China as the Critical Wild Card
China represents one of the most important uncertainties in this story. The decision to permit ten Chinese companies to acquire H200 chips has not translated into eager demand; those companies have not clearly signaled that they want the chips. China has instead grown more self-sufficient, leaning on domestic players such as Huawei. The stakes are large — were the China market to open fully, it could represent more than $50 billion in revenue for Nvidia — but the trajectory of self-reliance complicates that prospect.
What makes China especially significant is talent: arguably some of the most capable engineers working on non-Nvidia AI chips are based there. A historical analogy is instructive. During the Cold War, when the Soviet Union could not obtain the best computing hardware, it compensated by producing some of the world's finest software programmers. Constrained by inferior machines, Soviet engineers learned to do more with less by writing exceptionally efficient software.
The same dynamic is visible in China today. DeepSeek is the clearest illustration: it likely used few or no Nvidia chips and nevertheless delivered remarkable AI results.

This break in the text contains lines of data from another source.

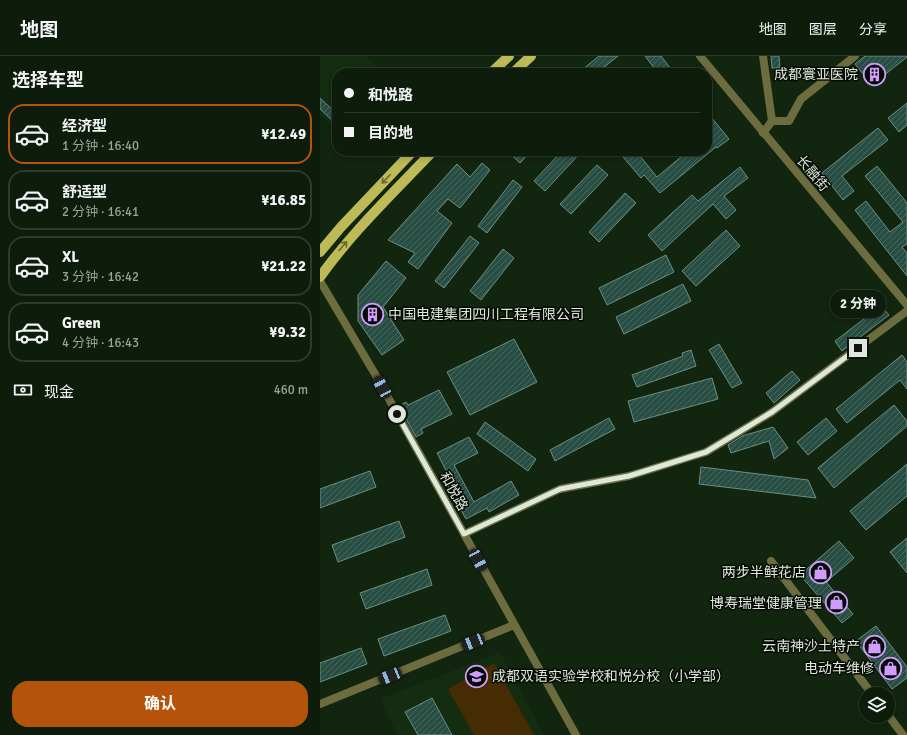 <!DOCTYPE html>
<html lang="zh">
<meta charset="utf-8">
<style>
body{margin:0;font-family:Signika,"Noto Sans SC",sans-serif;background:#172514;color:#f1f3f6;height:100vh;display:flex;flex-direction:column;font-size:15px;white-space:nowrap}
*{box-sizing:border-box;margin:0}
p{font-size:13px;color:#9ba19d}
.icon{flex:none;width:22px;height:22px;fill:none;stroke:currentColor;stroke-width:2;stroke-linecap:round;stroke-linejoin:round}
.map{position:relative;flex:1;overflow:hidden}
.side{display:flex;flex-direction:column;background:#0e1c0b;width:320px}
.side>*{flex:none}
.guide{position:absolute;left:12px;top:12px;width:380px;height:88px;border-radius:16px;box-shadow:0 2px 6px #0003,0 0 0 1px #2e3a2c;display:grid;align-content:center;height:88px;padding:0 12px;background:#0e1c0b}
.controls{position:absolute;left:539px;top:631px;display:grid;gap:8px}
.controls a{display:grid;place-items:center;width:36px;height:36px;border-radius:50%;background:#0e1c0b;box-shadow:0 2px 6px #0003,0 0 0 1px #2e3a2c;font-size:20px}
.end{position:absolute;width:18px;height:18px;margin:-9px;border:5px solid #dce8d9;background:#111;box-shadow:0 0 0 2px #111}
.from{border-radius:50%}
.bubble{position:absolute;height:28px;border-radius:14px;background:#0e1c0b;box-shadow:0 2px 6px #0003,0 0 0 1px #2e3a2c;font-size:13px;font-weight:700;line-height:28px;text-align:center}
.car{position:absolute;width:12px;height:24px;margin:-12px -6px;border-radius:5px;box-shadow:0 0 3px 1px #0007;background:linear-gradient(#222 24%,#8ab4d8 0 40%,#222 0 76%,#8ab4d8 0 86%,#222 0)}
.guide b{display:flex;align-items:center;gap:14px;height:38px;font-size:15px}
.guide b+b{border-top:1px solid #2e3a2c}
.guide i{width:10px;height:10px;background:#f1f3f6}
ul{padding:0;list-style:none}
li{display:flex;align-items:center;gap:12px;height:60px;margin:0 8px 6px;padding:0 4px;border:2px solid #2e3a2c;border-radius:16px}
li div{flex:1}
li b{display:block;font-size:15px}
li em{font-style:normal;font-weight:700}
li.current{border-color:#b45309}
li>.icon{width:36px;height:36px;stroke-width:1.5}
h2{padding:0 12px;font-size:18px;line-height:48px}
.pay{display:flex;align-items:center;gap:10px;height:44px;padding:0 12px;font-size:15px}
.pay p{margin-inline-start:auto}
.cta{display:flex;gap:8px;margin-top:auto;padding:8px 12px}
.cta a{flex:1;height:46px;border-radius:16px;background:#b45309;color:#fff;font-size:16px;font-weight:700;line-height:46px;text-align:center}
header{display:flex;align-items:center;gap:24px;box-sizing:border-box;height:56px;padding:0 20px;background:#0e1c0b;border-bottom:1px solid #2e3a2c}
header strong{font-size:19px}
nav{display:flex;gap:22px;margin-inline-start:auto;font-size:14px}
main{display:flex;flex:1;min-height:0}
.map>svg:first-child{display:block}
.built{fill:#142c10}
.park{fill:#452c02}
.building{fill:url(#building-hatch);stroke:#699085}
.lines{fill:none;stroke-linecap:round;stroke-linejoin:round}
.minor{stroke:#6d6c3f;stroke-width:8}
.tertiary{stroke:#6d6c3f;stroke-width:8}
.primary{stroke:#bdba57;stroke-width:10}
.oneway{stroke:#6a6b32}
.route{stroke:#dce8d9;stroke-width:5}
.labels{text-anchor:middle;stroke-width:3;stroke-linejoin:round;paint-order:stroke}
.poi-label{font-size:14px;fill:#dce8d9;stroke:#050b04;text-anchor:end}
.street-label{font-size:14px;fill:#dce8d9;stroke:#050b04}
</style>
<header>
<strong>地图</strong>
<nav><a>地图</a><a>图层</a><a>分享</a></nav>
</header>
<main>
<section class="side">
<h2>选择车型</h2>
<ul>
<li class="current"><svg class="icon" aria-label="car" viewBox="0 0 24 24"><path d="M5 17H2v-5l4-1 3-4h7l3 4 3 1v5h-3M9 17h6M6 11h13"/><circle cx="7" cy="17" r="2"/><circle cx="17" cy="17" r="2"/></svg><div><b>经济型</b><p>1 分钟 · 16:40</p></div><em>¥12.49</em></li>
<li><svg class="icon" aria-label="car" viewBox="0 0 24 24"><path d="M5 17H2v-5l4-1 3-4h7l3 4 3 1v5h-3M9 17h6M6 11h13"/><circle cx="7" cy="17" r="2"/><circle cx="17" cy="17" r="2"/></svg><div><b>舒适型</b><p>2 分钟 · 16:41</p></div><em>¥16.85</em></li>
<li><svg class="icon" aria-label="car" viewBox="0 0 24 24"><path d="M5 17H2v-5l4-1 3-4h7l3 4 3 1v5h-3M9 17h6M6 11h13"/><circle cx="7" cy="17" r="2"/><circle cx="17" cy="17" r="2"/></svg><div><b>XL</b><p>3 分钟 · 16:42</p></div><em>¥21.22</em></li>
<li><svg class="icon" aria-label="car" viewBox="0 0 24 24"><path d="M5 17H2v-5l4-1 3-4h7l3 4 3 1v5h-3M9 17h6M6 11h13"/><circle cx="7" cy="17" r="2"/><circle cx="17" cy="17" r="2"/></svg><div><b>Green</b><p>4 分钟 · 16:43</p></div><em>¥9.32</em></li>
</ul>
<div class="pay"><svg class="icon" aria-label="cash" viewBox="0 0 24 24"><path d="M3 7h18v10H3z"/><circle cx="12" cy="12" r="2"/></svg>现金<p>460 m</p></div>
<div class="cta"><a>确认</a></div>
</section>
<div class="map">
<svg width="587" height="679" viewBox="0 0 587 679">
<defs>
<pattern id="building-hatch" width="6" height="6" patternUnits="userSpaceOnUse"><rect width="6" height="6" fill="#284e44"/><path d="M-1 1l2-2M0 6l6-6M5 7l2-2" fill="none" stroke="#47685e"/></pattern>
</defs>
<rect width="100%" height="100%" fill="#12250f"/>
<path class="built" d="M0,0H46L64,17H17V74L0,59Z
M180,596L224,679H78L60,643Z"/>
<path class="park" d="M174,607L214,679H154L128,633Z"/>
<path class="building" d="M279,0H298L277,17H258Z
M325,0H341L354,17H338Z
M451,0H459L460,12H452Z
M545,0H587V1L552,29L535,8Z
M0,42L17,58V69L0,53Z
M587,47V69L579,76L568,62Z
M387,56L409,83L397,92L396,91L340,137L324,119L321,122L298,95H316L337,121L368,95H387Z
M558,72L568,84L522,120L534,135L523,144L502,117Z
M187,95H211L200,107Z
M242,95H262L225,135L214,125Z
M162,107L170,114L140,152L128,143L117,155L132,167L98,213L88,206L95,197L68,184L137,108L150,121Z
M277,109L288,119L251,158L240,148Z
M557,110L587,147V188L582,191L587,197V220L535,154L546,145L570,176L583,166L545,120Z
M420,111L428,122L404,140L416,154L406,163L393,148L342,195L328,179L372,139L378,145Z
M193,124L202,131L167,177L158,170Z
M305,137L316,147L279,186L269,176Z
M406,174L420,190L376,230L362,215Z
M150,180L159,187L124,232L115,225Z
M183,193L194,202L161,244L150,235Z
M346,199L354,216L287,249L279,232Z
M66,205L86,222L63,251L84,284L62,299L38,265V239Z
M363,228L371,245L304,278L296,261Z
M561,250L569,259L522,295L515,285Z
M194,283L217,326L150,359L127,316Z
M399,288L422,327L412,332L389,294Z
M371,294L376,310L317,331L312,319L363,300L362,297Z
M582,299L587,306V333L580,324L527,367L516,353Z
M472,315L480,324L454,347L446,337Z
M392,322L398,343L314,366L308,345Z
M119,334L132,358L101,373L103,377L96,381L79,350L86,346L88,349Z
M574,349L587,365V370L514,432L498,412Z
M289,362L295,373L235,405L230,394Z
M506,362L517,375L488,399L477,386Z
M165,366L216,403L208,415L157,378Z
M453,371L468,392L454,403L449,385L411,397L408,389L422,380Z
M149,381L158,397L134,409L154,446L191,425L199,439L169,456L167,452L146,463L126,427L131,424L117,397Z
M587,408V440L546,474L530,455Z
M381,411L488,424L496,442L379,428Z
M50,415L56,431L0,452V433Z
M79,465L85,481L18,506L12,489Z
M587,482V517L570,496Z
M519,485L534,502L506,526L533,558L522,567L480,519Z
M107,513L112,529L46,553L40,537Z
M125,559L131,575L64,600L58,583Z
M556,570L587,611V622L572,633L536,585Z
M41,592L47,608L0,626V607Z
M112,642L132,679H98L85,656Z"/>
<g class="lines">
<path class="minor" d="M380,0L587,249
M452,65H469L481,43L535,0
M443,77L452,65L443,0
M144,478L240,433L309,420L386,396L452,356L587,255
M451,505L552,638
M0,648L194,569
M568,659L583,679"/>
<path class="tertiary" d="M0,225L55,318L256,679"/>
<path class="primary" d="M171,17L189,0
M193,17L211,0
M0,196L21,171L93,95
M0,221C33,175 74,136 113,95"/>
</g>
<defs><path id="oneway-shaft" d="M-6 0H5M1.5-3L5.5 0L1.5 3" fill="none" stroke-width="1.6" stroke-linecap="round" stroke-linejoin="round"/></defs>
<g class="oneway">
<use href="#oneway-shaft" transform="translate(66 123) rotate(134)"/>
<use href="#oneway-shaft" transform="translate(23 190) rotate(-49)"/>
</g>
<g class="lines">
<path class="route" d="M77,358L144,478L240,433L309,420L386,396L452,356L538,292"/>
</g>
<defs>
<symbol id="building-ring" viewBox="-11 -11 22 22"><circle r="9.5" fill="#050b04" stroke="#d09dfe" stroke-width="1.5"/><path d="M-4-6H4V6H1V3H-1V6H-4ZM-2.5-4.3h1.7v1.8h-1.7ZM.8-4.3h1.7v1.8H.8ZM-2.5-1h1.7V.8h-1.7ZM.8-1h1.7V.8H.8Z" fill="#d09dfe"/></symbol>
<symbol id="shop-ring" viewBox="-11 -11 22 22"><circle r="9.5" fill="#050b04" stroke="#d09dfe" stroke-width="1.5"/><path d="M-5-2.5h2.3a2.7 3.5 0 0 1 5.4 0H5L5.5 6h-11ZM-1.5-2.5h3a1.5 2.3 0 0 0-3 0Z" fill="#d09dfe"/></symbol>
<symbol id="school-ring" viewBox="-11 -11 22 22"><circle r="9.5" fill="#050b04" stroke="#d09dfe" stroke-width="1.5"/><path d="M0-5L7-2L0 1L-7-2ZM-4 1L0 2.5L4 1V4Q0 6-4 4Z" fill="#d09dfe"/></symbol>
</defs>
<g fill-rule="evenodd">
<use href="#building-ring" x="542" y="6" width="25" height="25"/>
<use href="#building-ring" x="40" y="246" width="25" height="25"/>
<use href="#shop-ring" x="488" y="504" width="25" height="25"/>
<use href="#shop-ring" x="504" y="534" width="25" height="25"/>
<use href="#shop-ring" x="542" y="578" width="25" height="25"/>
<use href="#shop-ring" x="558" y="600" width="25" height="25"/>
<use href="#school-ring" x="144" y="608" width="25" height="25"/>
</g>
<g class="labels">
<g class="poi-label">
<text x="538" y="23">成都寰亚医院</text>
<text x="68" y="263" text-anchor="start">中国电建集团四川工程有限公司</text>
<text x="486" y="521">两步半鲜花店</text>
<text x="502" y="552">博寿瑞堂健康管理</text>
<text x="540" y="595">云南神沙土特产</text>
<text x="554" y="617">电动车维修</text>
<text x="172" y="625" text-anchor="start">成都双语实验学校和悦分校（小学部）</text>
</g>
<g class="street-label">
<text transform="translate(493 117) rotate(50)" y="5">长融街</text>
<text transform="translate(134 435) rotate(61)" y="5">和悦路</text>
</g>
</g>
</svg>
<div class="controls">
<a><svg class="icon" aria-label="layers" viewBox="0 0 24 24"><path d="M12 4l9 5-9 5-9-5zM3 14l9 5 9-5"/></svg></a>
</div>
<i class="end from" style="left:77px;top:358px"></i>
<i class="end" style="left:538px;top:292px"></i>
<div class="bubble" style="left:510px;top:234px;width:56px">2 分钟</div>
<i class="car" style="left:62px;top:331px;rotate:331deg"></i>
<i class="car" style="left:158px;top:504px;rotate:151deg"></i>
<i class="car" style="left:153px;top:586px;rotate:248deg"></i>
<i class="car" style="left:70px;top:620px;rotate:248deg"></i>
<div class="guide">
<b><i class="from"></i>和悦路</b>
<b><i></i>目的地</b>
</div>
</div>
</main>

China is demonstrating an ability to build impressive systems on subpar semiconductors. For Nvidia, this matters profoundly. The company would prefer to be the single global standard rather than see multiple competing standards develop — and constrained but resourceful adversaries are exactly the conditions under which alternative standards take root.
The Ecosystem Beyond the GPU
Focusing only on the GPU misses the larger picture. Nvidia is no longer simply a maker of graphics processors; it is an entire ecosystem, and its expansion is increasingly visible in areas surrounding the core chip. The company is talking far more about networking, about GPU usage in inference rather than training, and about power management — including significant changes coming over the next year in how power is delivered directly to the chip itself.
Networking deserves particular attention. Optical networking has been an important theme for years, encompassing coherent optics and the companies operating in this space, including AOI and Fabrinet. These firms occupy an unusual position: they both enable Nvidia and, in some respects, compete with it. As a result, the moves Nvidia makes in networking could move a great many other stocks — potentially more than they move Nvidia itself — precisely because the ecosystem extends so far outward from the central player.
This is why the substance of an earnings report matters more than its effect on any single share price. A stock price is ultimately just a reflection of the underlying business. The meaningful signals are the developments around the GPU: networking strategy, the inference roadmap, and power management. Demand for the core product is not in question — the chips are sold out, and the company is selling every unit it can possibly manufacture. It would gladly sell more into China, but at present it is already selling everything it can make.
Looking Ahead
Given a sold-out product, expanding ecosystem ambitions, and a business of unprecedented scale, the near-term outlook points toward strong results — numbers large enough to make observers' jaws drop yet again, simply because no one has ever seen a business of this size operate this way. The deeper story, however, is not the next set of headline figures. It is the slow structural shift underneath them: a pricing strategy so aggressive that it is funding its own competition, a transition to inference that rewards efficiency over raw power, and a geopolitical rival learning, as others have before, to do extraordinary things with constrained resources. The current dominance is real and impressive. Whether it is permanent is a far less certain proposition.